Di Kinahrejo: Mbah Maridjan bercengkerama dengan keluarganya di rumah.
Mbah Maridjan telah bertekad tak akan pergi, apa pun kondisi Gunung Merapi. Ia tak mau mengecewakan tamu yang datang ke rumahnya di Kinahrejo, Desa Umbulharjo, Cangkringan, Sleman, Yogyakarta. "Lha, saya di sini kerasan," kata juru kunci Merapi itu kepada Tempo, yang bertamu Senin pekan lalu.
Jumat pekan sebelumnya, Maridjan pergi ke Bandung. Besannya, mertua anak nomor empat, meninggal di sana. Ditinggal tiga hari hingga Ahad, tetamu terus datang. Rumahnya memang selalu ramai, terutama oleh para pendaki gunung.
17.18
Merapi menyemburkan awan panas 4 menit.
Empat mobil, satu di antaranya bertulisan "Perusahaan Listrik Negara", tiba di rumah Mbah Maridjan. Agus Wiyarto, mantan Ketua Dewan Perwakilan Rakyat Daerah Bantul, datang. Ia tiba bersama Tutur Priyanto, relawan Palang Merah Indonesia, dan wartawan Yuniawan Wahyu Nugroho.
Kepada Tempo, sehari sebelumnya, Maridjan menggambarkan pribadinya. "Kulo niki Gareng, wong cacat. Yen ngomong clemang-clemong, wong cilik tur goblok," katanya. Ia mengibaratkan dirinya Gareng, salah satu punakawan dalam pewayangan, yang digambarkan cacat dan suka bicara ceplas-ceplos. Pria 83 tahun ini ditunjuk Keraton Yogyakarta menjadi juru kunci Merapi pada 1982, ia bergelar Mas Penewu Surakso Hargo. Ketika ditemui, ia bercelana pendek hitam, berkemeja batik hijau, berpeci hitam. Ia banyak berkelakar.
Selasa sore itu, Merapi semakin bergejolak. Mbah Maridjan tak beranjak.
17.23
Merapi menghamburkan lagi awan panas 5 menit.
Mbah Maridjan masih menerima tamu. Langit di ufuk barat merah bara.
17.30
Merapi memuntahkan awan panas 2 menit.
Asih, putra Mbah Maridjan, menyerukan azan magrib lewat pengeras suara masjid di samping rumah.
17.37:
Merapi mengeluarkan awan panas 2 menit.
Asih memimpin salat. Baru mengancik rakaat pertama, sirene meraung-raung. Tamu Mbah Maridjan dan keluarganya dievakuasi dengan dua mobil ke Umbulharjo, sekitar dua kilometer dari Kinahrejo. Maridjan bertahan.
17.42
Merapi mengeluarkan awan panas besar 33 menit.

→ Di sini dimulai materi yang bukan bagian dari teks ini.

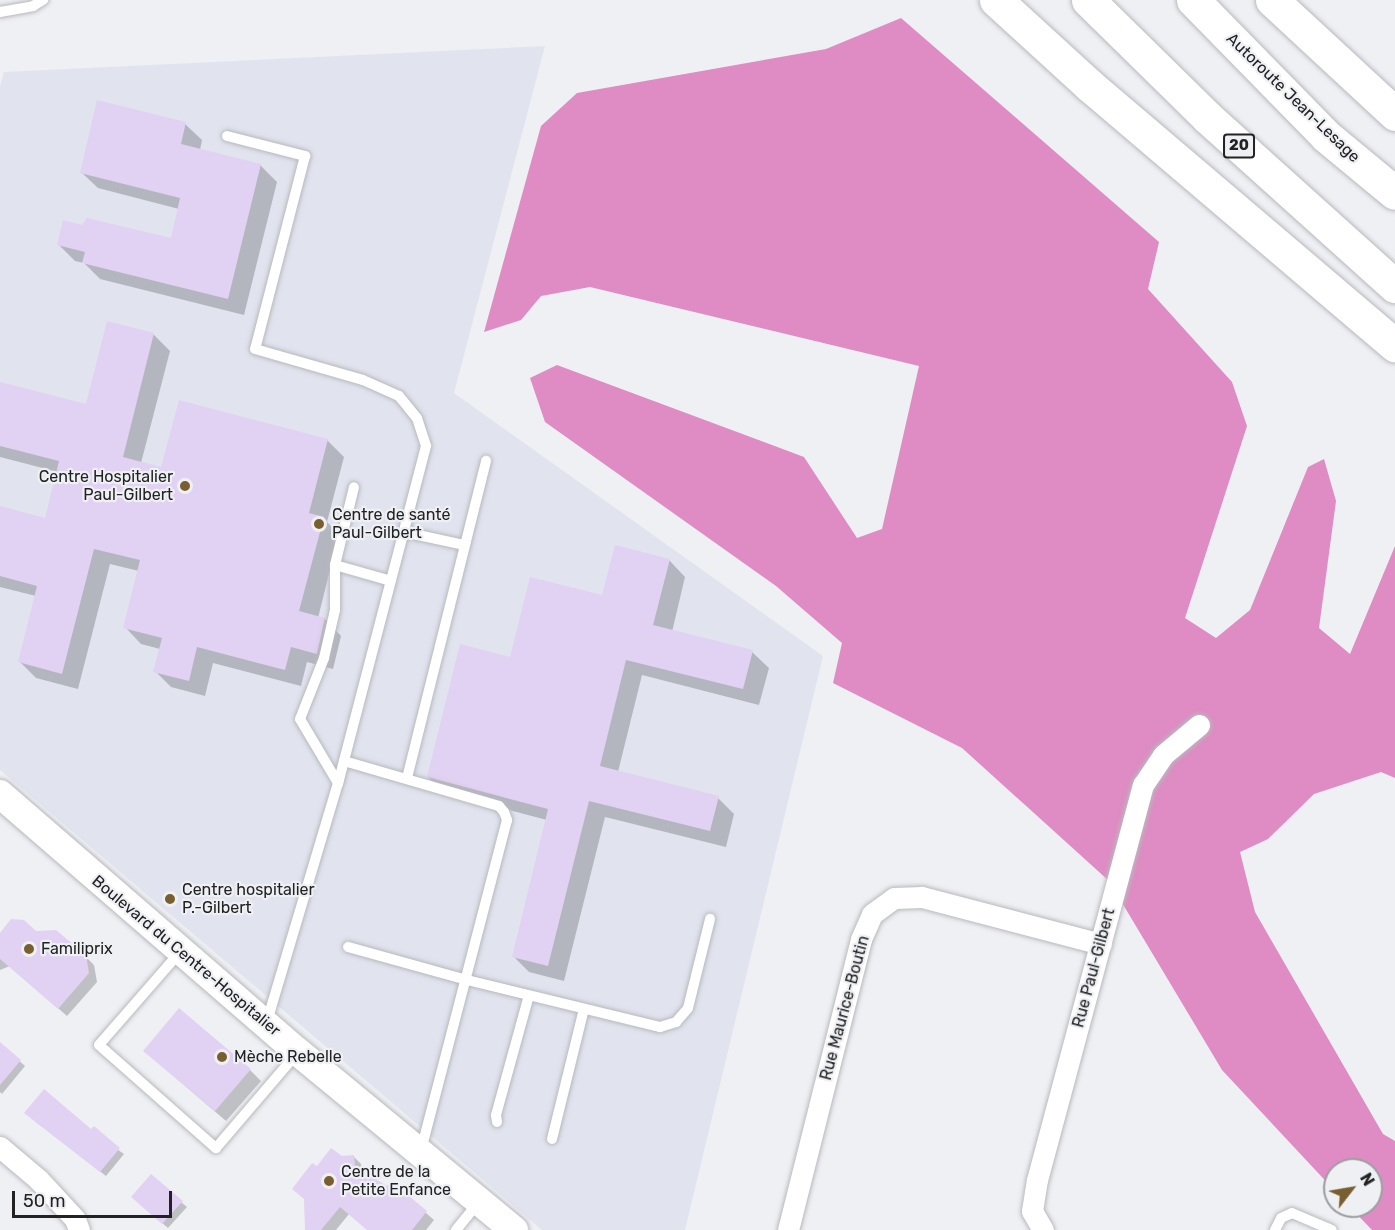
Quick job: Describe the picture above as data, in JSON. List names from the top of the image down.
{
  "streets": {
    "highway": ["Autoroute Jean-Lesage", "20"],
    "street": ["Boulevard du Centre-Hospitalier", "Rue Paul-Gilbert", "Rue Maurice-Boutin"]
  },
  "crossings": [
    ["Rue Paul-Gilbert", "Rue Maurice-Boutin"]
  ],
  "places": [
    "Centre Hospitalier Paul-Gilbert",
    "Centre de santé Paul-Gilbert",
    "Centre hospitalier P.-Gilbert",
    "Familiprix",
    "Mèche Rebelle",
    "Centre de la Petite Enfance"
  ],
  "scale_bar": "50 m",
  "north": "top right"
}
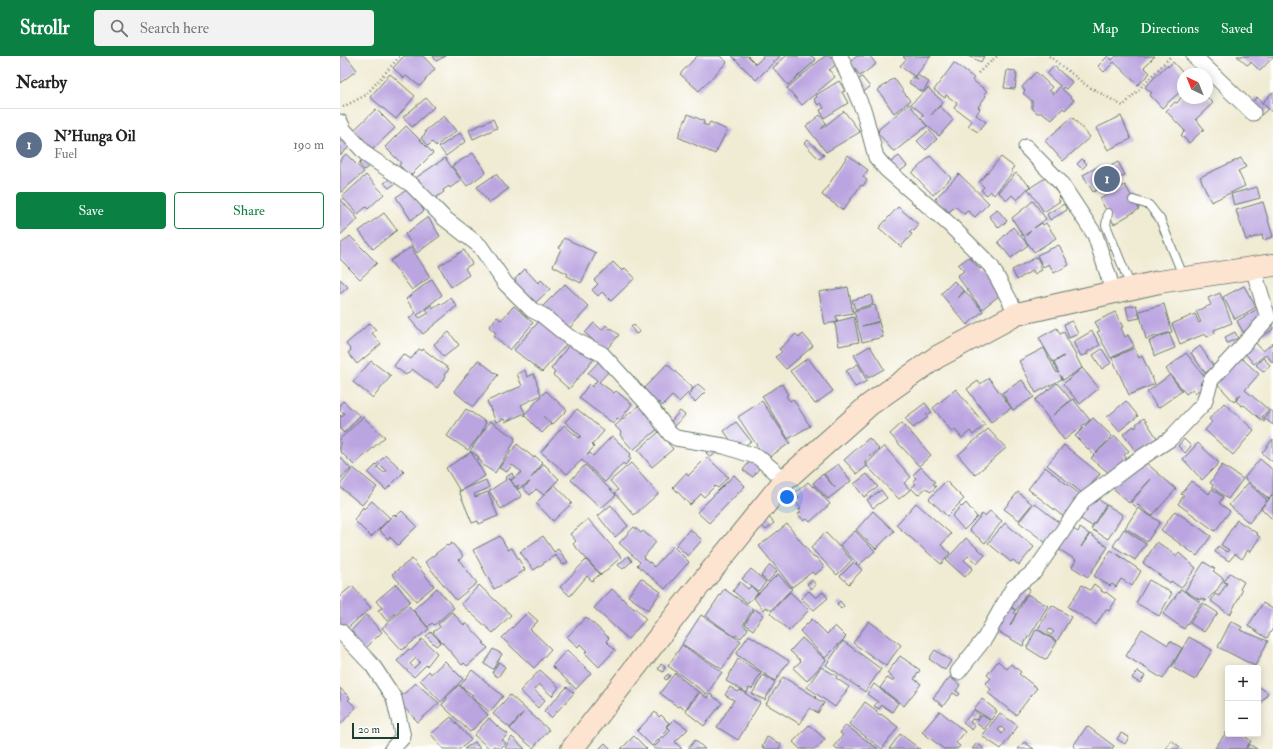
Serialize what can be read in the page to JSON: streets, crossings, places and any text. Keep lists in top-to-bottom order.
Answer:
{
  "scale_bar": "20 m",
  "north": "top left",
  "page": {
    "header": "Strollr",
    "search": "Search here",
    "nav": ["Map", "Directions", "Saved"],
    "heading": "Nearby",
    "list": [
      {
        "mark": "1",
        "name": "N'Hunga Oil",
        "note": "Fuel",
        "value": "190 m"
      }
    ],
    "pins": "1",
    "buttons": ["Save", "Share"],
    "map_buttons": ["+", "−"],
    "scale": "20 m"
  }
}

Tutur Priyanto dan Yuniawan balik lagi buat menjemput Mbah Maridjan.
18.00
Merapi menggemuruh hingga 45 menit.
Tak ada kabar dari Kinahrejo. Dari pos Umbulharjo, Agus Wiyarto menelepon Tutur tapi tak dijawab.
18.16
Merapi menyemburkan awan panas 38 menit.
Tetap tak ada kabar dari Kinahrejo.
18.54
Awan panas Merapi reda.
Mbah Maridjan belum diketahui nasibnya.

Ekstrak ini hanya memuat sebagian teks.